### WHAT THE TASK ASKS
The result should be every line in the data below that carries the string "body".

[Collected data entries]
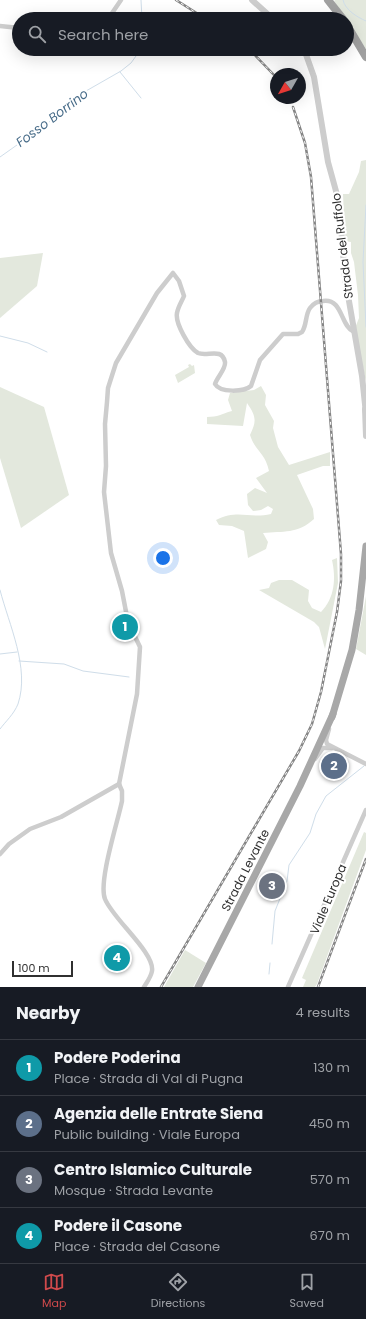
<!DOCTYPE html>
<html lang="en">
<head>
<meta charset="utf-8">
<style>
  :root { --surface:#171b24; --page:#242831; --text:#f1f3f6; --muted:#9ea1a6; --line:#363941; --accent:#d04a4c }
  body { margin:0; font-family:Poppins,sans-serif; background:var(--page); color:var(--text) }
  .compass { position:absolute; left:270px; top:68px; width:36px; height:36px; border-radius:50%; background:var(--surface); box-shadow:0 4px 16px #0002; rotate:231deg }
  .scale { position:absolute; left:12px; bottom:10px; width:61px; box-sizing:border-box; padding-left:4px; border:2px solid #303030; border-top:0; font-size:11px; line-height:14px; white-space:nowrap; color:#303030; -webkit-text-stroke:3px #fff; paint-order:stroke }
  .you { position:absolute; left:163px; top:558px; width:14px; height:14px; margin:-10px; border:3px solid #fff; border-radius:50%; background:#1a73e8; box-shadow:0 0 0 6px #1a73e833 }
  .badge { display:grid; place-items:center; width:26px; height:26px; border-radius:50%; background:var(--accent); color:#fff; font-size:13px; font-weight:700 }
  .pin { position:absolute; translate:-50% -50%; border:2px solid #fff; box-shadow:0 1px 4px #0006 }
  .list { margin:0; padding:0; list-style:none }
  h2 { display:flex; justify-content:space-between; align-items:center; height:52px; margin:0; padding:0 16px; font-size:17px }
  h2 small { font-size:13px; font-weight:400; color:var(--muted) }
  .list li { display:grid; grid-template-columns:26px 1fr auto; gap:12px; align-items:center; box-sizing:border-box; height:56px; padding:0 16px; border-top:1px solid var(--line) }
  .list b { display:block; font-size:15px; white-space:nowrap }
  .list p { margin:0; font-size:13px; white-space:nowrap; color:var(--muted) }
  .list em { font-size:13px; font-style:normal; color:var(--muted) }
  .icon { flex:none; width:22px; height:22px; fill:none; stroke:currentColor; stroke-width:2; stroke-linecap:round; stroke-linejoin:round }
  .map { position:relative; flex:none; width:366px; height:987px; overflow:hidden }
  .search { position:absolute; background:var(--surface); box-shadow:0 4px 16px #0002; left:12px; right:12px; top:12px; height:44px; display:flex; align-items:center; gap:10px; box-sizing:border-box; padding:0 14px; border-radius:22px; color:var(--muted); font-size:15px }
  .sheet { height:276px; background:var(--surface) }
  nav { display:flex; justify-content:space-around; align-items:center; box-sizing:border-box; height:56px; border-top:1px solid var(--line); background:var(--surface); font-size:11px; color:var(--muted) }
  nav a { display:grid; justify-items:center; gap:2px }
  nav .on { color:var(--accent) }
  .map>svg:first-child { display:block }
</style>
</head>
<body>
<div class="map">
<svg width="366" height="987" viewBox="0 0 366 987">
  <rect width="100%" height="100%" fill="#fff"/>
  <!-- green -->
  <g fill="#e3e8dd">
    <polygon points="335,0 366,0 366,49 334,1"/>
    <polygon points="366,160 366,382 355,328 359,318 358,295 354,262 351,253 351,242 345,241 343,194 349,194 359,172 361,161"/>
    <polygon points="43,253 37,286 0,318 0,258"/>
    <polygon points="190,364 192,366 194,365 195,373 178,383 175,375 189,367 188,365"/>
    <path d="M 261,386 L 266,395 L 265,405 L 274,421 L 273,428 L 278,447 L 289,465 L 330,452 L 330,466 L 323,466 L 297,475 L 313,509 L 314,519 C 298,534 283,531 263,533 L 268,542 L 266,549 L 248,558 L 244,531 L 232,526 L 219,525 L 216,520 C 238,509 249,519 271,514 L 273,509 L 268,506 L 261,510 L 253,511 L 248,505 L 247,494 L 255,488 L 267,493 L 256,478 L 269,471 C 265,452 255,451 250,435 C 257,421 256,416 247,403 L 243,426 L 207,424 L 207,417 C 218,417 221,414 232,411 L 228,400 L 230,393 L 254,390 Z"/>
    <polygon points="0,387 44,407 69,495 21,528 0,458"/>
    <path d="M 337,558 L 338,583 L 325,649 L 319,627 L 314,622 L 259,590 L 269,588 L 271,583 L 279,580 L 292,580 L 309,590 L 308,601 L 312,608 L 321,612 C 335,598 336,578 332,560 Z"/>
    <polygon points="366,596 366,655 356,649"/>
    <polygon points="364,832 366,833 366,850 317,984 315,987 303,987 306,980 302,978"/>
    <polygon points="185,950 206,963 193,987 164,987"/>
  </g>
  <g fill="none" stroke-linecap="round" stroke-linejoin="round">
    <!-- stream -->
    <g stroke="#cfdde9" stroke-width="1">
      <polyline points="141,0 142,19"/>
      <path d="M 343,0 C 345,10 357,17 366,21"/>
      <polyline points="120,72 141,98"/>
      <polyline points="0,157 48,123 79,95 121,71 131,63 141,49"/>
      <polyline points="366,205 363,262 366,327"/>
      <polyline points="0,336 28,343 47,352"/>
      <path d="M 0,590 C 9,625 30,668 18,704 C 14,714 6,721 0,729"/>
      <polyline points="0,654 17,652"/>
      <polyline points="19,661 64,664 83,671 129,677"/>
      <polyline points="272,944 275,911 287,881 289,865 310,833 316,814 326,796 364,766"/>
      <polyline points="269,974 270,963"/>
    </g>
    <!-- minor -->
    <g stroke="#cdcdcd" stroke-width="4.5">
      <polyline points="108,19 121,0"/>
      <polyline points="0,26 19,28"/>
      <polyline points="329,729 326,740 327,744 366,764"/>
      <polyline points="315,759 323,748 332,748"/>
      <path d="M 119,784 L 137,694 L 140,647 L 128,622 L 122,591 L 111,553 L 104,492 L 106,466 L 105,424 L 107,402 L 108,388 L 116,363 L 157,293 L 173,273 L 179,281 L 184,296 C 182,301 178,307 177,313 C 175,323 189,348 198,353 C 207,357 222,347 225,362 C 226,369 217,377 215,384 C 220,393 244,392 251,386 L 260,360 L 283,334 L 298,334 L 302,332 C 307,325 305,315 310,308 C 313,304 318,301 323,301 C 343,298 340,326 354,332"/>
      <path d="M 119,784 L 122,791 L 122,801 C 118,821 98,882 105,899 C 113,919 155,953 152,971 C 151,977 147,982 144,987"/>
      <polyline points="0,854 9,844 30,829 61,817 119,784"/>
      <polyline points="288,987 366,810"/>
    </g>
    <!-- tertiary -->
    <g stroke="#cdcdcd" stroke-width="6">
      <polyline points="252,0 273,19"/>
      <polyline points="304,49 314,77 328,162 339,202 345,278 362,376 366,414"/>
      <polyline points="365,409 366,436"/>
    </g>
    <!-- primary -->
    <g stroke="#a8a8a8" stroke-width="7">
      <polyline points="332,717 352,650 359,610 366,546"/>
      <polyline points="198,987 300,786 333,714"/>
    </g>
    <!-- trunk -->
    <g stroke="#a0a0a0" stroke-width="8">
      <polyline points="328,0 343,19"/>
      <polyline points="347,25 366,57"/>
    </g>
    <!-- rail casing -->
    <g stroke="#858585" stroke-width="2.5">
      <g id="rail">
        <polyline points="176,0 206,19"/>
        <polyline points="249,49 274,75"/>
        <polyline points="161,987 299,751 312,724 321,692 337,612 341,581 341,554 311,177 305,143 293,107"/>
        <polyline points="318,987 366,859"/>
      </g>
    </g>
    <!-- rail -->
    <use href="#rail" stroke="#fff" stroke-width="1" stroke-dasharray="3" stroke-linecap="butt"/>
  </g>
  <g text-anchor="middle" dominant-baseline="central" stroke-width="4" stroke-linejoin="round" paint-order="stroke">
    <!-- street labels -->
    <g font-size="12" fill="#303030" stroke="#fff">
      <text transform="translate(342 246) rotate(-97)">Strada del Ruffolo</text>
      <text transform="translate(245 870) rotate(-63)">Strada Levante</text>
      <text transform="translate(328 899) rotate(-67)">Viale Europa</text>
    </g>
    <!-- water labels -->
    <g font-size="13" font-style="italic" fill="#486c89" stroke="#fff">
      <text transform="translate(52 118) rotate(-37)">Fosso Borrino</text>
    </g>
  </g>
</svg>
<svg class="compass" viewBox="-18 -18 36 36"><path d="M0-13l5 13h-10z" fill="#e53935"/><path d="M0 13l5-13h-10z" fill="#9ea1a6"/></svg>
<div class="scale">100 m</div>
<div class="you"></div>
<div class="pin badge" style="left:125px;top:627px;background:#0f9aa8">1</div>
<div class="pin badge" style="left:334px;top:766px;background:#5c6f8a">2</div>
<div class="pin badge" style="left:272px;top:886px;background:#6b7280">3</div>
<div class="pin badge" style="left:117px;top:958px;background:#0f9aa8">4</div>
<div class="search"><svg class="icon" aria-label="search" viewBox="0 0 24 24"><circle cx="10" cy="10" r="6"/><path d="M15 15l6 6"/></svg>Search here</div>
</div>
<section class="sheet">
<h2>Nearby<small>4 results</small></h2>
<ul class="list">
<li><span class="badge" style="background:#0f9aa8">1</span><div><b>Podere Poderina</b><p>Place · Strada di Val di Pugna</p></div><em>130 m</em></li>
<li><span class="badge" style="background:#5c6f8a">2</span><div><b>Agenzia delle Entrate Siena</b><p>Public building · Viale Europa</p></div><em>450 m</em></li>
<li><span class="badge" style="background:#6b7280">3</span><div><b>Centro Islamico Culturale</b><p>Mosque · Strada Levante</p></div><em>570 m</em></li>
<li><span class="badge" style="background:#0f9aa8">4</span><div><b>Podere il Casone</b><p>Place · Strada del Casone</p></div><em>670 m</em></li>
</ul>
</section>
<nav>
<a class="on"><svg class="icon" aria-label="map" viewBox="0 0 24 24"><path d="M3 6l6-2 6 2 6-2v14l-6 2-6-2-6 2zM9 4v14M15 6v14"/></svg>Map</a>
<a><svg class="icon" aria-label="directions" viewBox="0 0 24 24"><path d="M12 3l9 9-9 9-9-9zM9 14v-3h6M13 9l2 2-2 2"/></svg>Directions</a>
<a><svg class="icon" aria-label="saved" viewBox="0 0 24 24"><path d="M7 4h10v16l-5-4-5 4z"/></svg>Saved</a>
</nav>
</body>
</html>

### SOLUTION FOR THIS TASK
  body { margin:0; font-family:Poppins,sans-serif; background:var(--page); color:var(--text) }
<body>
</body>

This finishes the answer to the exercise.